A WORK experience scheme to encourage migrants to become involved in politics and to increase diversity in the Oireachtas will be announced today.

Four TDs and Senators have already signed up to support the EU-backed pilot project, which will enable people from migrant backgrounds to work as shadow public representatives for six months.

At least 10 per cent of the population are from migrant backgrounds and growing numbers are becoming Irish citizens through naturalisation. The levels of political representation and participation remain low, however, with just three out of 564 candidates in the last general election being Irish citizens through naturalisation.

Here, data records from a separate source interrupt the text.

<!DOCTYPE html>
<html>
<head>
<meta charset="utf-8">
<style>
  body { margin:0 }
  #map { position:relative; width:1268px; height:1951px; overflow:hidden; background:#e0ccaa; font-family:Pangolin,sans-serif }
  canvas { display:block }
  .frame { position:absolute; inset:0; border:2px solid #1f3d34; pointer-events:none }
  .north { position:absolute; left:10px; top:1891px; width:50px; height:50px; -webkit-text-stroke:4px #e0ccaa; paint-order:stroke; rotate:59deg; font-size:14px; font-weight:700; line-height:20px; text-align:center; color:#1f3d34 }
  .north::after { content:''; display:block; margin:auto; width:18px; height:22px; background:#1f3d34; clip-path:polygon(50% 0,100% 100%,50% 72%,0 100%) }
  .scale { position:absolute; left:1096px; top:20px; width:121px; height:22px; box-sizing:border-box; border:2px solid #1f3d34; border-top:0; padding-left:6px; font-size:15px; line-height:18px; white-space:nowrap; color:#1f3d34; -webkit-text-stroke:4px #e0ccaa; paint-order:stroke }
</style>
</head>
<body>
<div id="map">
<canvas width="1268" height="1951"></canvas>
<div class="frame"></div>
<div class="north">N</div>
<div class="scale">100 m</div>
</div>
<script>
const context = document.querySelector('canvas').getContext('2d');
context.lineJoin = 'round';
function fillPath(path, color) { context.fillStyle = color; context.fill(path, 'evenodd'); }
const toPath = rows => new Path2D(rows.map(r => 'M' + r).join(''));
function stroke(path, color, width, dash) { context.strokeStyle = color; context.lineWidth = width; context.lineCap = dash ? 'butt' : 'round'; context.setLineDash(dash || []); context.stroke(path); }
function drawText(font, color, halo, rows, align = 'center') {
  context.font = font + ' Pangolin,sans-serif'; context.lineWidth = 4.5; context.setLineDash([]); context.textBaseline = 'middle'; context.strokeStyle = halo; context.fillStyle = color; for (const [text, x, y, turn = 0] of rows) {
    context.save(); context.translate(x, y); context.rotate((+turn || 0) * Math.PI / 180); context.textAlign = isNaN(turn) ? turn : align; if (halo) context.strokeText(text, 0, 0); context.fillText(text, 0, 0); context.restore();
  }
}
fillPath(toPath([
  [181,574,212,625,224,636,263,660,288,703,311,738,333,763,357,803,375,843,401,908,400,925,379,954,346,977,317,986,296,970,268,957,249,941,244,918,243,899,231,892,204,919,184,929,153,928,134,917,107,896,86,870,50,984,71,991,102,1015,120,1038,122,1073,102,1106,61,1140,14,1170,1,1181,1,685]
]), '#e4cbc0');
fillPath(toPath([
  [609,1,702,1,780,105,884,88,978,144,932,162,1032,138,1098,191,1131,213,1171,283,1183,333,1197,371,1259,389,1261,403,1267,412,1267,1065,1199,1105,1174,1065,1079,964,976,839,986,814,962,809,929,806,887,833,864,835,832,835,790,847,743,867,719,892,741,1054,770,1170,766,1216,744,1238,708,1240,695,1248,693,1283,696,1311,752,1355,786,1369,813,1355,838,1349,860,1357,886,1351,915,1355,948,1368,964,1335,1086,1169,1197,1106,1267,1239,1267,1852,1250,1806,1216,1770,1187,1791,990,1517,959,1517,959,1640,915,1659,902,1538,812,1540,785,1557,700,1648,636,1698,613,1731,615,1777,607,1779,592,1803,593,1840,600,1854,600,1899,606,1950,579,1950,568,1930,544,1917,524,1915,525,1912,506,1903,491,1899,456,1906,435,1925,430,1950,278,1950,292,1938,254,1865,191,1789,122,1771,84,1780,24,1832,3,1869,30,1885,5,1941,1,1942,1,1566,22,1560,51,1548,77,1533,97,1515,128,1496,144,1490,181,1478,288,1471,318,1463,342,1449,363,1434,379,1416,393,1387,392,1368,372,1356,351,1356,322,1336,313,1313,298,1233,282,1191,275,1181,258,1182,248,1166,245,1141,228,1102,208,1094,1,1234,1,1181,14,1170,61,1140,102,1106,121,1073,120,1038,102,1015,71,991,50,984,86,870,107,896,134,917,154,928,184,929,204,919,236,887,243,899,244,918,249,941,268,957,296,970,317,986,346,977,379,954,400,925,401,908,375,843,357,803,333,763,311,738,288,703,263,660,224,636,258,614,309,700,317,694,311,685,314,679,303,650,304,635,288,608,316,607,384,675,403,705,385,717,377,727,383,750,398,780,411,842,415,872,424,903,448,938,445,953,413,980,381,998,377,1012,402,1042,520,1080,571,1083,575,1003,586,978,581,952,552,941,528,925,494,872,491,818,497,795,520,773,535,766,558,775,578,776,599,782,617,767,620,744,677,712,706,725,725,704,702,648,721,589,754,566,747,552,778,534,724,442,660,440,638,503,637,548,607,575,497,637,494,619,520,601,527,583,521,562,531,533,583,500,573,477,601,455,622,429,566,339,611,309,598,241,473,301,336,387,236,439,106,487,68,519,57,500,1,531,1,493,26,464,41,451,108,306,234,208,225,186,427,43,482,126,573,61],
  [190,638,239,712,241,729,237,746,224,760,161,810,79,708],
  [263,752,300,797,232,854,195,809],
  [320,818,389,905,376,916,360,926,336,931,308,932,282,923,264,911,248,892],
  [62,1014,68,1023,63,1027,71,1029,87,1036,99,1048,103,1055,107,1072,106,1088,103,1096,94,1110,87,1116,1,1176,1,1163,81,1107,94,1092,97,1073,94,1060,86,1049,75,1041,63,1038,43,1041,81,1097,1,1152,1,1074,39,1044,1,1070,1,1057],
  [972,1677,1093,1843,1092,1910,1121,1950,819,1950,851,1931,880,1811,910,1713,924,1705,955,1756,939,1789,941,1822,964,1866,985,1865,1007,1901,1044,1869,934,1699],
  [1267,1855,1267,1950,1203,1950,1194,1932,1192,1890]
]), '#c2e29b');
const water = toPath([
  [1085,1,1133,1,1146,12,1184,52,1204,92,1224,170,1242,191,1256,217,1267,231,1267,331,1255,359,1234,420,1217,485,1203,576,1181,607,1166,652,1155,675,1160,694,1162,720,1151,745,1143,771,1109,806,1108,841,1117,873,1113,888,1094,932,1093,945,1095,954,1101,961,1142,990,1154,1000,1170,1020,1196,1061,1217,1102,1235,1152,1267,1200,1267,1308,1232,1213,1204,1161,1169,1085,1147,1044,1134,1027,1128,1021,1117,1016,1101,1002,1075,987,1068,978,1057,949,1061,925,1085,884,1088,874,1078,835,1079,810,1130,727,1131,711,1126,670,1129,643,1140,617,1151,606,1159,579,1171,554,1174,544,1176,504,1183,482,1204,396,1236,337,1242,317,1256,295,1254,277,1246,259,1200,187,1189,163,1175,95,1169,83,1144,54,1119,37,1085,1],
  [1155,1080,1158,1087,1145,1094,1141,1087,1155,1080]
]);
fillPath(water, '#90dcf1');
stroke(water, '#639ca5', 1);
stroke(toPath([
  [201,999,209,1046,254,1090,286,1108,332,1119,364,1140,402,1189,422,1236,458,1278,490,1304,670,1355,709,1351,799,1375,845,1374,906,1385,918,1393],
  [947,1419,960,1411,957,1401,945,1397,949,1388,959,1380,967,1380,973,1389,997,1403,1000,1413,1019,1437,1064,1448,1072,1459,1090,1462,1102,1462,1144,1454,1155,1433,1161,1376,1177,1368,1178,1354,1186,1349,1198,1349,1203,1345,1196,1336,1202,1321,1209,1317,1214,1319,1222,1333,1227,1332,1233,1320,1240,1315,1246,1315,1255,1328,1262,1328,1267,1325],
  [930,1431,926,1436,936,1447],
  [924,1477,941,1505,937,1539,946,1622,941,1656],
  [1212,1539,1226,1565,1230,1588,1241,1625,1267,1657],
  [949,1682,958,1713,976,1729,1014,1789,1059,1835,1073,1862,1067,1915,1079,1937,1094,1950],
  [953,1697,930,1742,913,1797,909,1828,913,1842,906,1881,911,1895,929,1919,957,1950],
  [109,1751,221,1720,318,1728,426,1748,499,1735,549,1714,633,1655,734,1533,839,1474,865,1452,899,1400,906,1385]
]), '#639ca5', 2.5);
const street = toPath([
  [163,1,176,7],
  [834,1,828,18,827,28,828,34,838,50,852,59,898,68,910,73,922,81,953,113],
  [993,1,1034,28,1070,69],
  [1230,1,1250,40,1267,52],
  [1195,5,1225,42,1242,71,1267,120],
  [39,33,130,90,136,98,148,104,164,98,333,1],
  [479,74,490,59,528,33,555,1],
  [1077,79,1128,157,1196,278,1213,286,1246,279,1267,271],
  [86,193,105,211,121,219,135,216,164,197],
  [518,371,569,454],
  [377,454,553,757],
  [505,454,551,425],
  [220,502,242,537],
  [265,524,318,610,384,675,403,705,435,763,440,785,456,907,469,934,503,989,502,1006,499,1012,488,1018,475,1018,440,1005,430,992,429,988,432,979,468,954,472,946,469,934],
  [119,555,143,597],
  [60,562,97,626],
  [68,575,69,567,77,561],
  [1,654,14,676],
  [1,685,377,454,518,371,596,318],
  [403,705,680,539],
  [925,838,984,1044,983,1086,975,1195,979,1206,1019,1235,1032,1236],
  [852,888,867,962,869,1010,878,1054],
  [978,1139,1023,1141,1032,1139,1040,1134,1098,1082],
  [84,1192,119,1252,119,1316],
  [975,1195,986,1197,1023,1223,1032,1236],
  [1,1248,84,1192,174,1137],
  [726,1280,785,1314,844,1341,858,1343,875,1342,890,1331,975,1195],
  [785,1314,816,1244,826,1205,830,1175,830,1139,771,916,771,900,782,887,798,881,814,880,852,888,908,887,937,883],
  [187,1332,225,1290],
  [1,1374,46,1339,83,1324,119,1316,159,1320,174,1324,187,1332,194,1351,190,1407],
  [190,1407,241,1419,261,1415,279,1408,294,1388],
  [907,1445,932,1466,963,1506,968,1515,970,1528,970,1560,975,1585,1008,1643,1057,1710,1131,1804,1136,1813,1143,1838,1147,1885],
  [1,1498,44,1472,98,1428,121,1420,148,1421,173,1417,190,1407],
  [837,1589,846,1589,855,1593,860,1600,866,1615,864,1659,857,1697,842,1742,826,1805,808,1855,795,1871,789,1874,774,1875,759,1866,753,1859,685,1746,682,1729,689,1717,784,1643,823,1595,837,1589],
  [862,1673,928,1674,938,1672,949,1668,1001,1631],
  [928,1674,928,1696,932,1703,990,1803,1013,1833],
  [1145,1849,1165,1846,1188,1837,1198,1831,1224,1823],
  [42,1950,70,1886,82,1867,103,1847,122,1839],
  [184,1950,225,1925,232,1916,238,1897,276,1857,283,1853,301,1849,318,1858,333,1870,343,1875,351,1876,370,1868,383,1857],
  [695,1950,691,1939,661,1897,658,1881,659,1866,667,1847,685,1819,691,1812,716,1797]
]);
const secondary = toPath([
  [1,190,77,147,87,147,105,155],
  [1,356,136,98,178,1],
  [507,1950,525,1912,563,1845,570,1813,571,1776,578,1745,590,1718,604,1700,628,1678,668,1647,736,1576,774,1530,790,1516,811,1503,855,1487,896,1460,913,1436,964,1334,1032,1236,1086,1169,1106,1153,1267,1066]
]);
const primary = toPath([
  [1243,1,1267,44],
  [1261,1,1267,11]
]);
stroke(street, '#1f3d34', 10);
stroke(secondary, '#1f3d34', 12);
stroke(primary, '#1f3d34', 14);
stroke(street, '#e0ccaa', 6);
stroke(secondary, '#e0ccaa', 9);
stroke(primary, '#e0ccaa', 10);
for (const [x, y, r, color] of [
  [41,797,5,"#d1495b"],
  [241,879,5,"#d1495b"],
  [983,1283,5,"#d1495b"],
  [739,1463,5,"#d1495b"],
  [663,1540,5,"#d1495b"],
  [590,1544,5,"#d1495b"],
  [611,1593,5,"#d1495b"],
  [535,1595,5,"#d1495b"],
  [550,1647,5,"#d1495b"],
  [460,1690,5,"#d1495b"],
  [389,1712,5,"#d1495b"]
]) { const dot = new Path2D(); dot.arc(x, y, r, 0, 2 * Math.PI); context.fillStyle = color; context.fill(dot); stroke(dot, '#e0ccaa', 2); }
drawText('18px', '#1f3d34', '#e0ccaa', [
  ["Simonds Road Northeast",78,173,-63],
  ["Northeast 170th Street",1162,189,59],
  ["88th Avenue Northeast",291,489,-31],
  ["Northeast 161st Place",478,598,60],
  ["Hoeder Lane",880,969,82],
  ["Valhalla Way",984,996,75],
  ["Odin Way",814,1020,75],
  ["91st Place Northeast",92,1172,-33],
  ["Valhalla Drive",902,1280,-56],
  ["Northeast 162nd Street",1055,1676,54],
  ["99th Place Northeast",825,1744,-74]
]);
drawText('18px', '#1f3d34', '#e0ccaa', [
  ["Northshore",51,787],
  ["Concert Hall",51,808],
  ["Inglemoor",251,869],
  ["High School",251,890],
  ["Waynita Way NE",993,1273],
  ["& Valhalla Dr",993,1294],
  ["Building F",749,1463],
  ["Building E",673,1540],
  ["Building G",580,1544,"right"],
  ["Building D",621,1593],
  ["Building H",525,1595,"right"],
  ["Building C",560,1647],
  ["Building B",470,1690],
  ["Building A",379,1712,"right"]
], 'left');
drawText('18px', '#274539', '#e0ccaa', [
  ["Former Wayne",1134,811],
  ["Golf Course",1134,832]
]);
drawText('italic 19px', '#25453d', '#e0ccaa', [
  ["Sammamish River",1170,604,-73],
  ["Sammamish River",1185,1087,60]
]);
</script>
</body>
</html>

Crosscare Migrant Project and the European Commission have teamed up to set up the Opening Power to Diversity placement scheme. It will begin recruiting migrants over the next few weeks and they will start shadowing in autumn. Each migrant will get first-hand experience of working in Leinster House one day a week and of doing constituency work one day a week.

“We want people firstly to get a unique first-hand experience of what life for an Irish politician is like,” said Crosscare policy officer Joe O’Brien. “We also want people to be inspired and feel that politics is now something that they can get involved in.

“Our migrants and new Irish citizens have come to Ireland with energy, fresh ideas and different perspectives – these are things that politics in Ireland needs.”

The aim of the scheme is to promote ethnic diversity among politicians, the political establishment and society at large.

Independent TD Maureen O’Sullivan, who is participating in the scheme, said it would help to promote greater social justice for new communities. “I hope the experience will be mutually beneficial,” she added. “I will be learning and I hope the volunteer will get a good insight into the political workings in this country.”

Other Oireachtas members who have signed up so far are Averil Power and Thomas Byrne of Fianna Fáil and Labour’s Simon Harris.